● **ASSIGNMENT**
Your answer must consist of exactly the lines below, starting with the line with "display:flex; align-items:center; gap:12px;" and going on through the line with "position:absolute; left:24px; top:922px;", and nothing else.

● **DATA SUPPLIED**
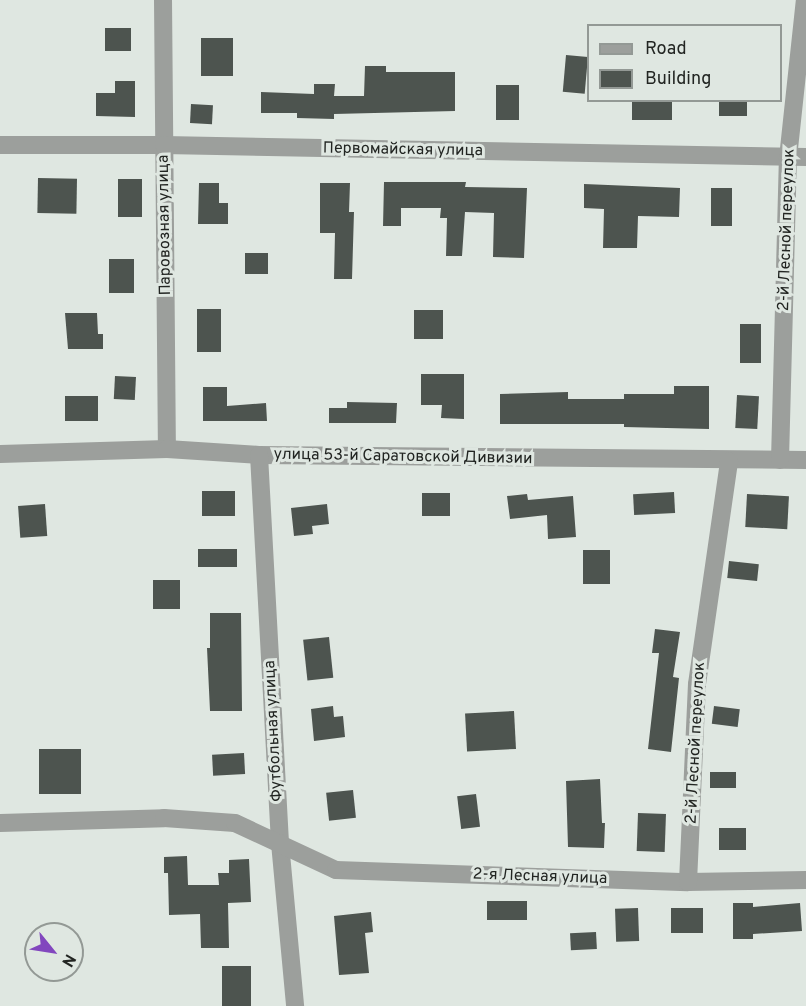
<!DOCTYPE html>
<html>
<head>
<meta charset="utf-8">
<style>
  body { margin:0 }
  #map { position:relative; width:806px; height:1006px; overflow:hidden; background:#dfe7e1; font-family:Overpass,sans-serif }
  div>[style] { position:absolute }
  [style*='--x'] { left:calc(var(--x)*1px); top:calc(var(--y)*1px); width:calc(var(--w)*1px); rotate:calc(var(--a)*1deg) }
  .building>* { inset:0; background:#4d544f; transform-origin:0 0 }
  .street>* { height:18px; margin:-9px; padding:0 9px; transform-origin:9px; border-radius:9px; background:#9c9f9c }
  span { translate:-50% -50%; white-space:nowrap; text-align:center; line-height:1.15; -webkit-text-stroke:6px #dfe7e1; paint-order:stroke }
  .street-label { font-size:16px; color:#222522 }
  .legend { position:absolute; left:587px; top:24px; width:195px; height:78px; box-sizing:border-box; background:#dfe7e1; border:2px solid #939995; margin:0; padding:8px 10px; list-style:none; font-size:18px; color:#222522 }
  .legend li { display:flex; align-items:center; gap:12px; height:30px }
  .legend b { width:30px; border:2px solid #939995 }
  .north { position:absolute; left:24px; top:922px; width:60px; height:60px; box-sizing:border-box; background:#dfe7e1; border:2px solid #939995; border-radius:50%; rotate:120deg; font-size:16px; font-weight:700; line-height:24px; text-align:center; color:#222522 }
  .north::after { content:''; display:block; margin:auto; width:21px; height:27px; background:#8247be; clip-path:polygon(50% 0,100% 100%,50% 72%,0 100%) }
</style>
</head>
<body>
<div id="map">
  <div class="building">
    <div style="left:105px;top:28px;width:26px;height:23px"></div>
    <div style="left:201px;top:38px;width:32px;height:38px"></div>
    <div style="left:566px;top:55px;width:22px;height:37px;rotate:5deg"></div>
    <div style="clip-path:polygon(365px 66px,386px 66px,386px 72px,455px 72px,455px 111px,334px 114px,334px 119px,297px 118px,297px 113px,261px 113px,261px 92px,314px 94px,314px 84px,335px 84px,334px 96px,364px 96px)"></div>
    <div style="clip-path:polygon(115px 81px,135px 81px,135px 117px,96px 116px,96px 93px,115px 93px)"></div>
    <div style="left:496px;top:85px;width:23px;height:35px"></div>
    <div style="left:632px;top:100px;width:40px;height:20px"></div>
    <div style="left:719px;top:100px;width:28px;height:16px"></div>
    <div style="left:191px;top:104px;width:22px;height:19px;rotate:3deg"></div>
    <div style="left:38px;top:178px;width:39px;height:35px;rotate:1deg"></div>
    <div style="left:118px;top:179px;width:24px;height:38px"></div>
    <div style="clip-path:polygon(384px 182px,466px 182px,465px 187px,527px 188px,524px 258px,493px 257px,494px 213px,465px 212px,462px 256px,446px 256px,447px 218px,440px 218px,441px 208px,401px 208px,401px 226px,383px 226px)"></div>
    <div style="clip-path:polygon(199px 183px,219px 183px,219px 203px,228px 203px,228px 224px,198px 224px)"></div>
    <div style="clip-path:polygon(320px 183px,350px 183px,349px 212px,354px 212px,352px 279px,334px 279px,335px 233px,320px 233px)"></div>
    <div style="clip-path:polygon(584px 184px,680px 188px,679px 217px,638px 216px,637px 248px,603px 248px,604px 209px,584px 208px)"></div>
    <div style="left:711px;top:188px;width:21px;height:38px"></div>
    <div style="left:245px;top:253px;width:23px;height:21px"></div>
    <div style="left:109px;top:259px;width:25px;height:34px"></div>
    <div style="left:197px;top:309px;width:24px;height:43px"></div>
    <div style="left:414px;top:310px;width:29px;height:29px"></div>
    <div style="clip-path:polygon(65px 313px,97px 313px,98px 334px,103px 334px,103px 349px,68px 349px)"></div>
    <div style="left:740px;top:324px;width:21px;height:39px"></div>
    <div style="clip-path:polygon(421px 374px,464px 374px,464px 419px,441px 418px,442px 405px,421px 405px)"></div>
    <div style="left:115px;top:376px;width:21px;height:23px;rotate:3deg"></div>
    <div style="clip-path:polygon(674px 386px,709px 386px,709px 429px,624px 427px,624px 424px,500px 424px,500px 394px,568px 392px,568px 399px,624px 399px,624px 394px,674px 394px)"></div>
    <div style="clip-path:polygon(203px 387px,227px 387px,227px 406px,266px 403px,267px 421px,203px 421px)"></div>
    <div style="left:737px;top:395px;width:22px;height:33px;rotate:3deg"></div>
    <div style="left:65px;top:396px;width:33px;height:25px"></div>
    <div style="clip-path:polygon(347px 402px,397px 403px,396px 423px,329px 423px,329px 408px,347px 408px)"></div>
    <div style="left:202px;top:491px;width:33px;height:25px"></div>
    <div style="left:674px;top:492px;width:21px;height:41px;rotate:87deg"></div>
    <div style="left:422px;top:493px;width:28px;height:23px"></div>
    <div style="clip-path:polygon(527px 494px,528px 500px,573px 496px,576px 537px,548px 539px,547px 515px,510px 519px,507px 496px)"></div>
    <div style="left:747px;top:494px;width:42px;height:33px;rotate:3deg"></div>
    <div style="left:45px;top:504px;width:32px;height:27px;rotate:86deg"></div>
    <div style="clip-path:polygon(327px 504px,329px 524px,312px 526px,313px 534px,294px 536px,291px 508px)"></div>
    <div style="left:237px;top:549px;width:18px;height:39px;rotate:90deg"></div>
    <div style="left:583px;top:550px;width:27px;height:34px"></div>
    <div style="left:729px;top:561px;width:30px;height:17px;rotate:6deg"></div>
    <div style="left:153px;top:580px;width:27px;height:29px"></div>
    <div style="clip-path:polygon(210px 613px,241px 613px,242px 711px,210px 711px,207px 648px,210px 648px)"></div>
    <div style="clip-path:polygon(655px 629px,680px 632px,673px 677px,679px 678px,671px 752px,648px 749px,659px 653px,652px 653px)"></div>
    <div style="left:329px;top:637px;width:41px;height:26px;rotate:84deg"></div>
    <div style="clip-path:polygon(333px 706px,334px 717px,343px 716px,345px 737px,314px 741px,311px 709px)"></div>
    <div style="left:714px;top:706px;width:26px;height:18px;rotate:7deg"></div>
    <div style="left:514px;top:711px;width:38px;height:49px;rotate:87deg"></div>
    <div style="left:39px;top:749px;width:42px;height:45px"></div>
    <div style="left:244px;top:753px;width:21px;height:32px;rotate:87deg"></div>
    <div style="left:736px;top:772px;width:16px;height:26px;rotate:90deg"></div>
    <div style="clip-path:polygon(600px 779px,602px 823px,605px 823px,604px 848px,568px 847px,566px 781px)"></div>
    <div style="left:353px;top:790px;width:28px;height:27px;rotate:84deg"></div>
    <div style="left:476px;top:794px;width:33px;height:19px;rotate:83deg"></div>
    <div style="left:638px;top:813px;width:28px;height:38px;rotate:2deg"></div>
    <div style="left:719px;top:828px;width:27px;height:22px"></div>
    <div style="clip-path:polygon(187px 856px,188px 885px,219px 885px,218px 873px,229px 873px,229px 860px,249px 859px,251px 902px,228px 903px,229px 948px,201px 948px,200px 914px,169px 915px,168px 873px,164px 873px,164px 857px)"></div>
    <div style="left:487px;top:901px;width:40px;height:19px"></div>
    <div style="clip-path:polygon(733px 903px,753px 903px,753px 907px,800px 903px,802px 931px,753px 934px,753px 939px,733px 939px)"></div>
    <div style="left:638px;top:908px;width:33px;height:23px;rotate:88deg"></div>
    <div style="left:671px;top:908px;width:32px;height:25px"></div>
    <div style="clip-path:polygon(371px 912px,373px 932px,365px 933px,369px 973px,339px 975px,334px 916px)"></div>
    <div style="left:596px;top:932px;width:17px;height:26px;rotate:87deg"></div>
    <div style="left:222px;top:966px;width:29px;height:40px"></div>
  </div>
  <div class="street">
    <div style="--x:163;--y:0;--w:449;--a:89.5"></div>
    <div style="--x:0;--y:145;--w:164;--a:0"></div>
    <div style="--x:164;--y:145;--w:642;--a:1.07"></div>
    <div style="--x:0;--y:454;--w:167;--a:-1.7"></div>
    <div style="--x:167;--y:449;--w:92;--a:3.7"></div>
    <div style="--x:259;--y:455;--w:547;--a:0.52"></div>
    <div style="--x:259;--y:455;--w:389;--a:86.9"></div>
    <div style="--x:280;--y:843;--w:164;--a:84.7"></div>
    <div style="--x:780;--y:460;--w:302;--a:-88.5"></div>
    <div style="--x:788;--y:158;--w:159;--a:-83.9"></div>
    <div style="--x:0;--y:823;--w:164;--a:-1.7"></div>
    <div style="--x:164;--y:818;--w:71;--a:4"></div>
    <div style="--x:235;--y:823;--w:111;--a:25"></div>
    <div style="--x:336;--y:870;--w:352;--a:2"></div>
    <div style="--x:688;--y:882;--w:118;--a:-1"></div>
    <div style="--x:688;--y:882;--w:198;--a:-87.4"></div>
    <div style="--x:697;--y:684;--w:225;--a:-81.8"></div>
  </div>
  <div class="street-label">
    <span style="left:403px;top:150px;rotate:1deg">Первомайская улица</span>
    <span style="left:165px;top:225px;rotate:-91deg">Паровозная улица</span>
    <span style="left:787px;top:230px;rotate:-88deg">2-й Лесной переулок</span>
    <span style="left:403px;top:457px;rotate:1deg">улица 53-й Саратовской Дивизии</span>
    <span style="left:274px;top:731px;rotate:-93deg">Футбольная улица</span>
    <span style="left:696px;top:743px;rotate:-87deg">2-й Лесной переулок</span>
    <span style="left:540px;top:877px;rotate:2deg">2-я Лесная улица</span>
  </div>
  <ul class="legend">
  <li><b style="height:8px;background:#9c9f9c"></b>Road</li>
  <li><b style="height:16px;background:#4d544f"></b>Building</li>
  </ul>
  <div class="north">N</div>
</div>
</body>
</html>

● **EXPECTED OUTPUT**
  .legend li { display:flex; align-items:center; gap:12px; height:30px }
  .legend b { width:30px; border:2px solid #939995 }
  .north { position:absolute; left:24px; top:922px; width:60px; height:60px; box-sizing:border-box; background:#dfe7e1; border:2px solid #939995; border-radius:50%; rotate:120deg; font-size:16px; font-weight:700; line-height:24px; text-align:center; color:#222522 }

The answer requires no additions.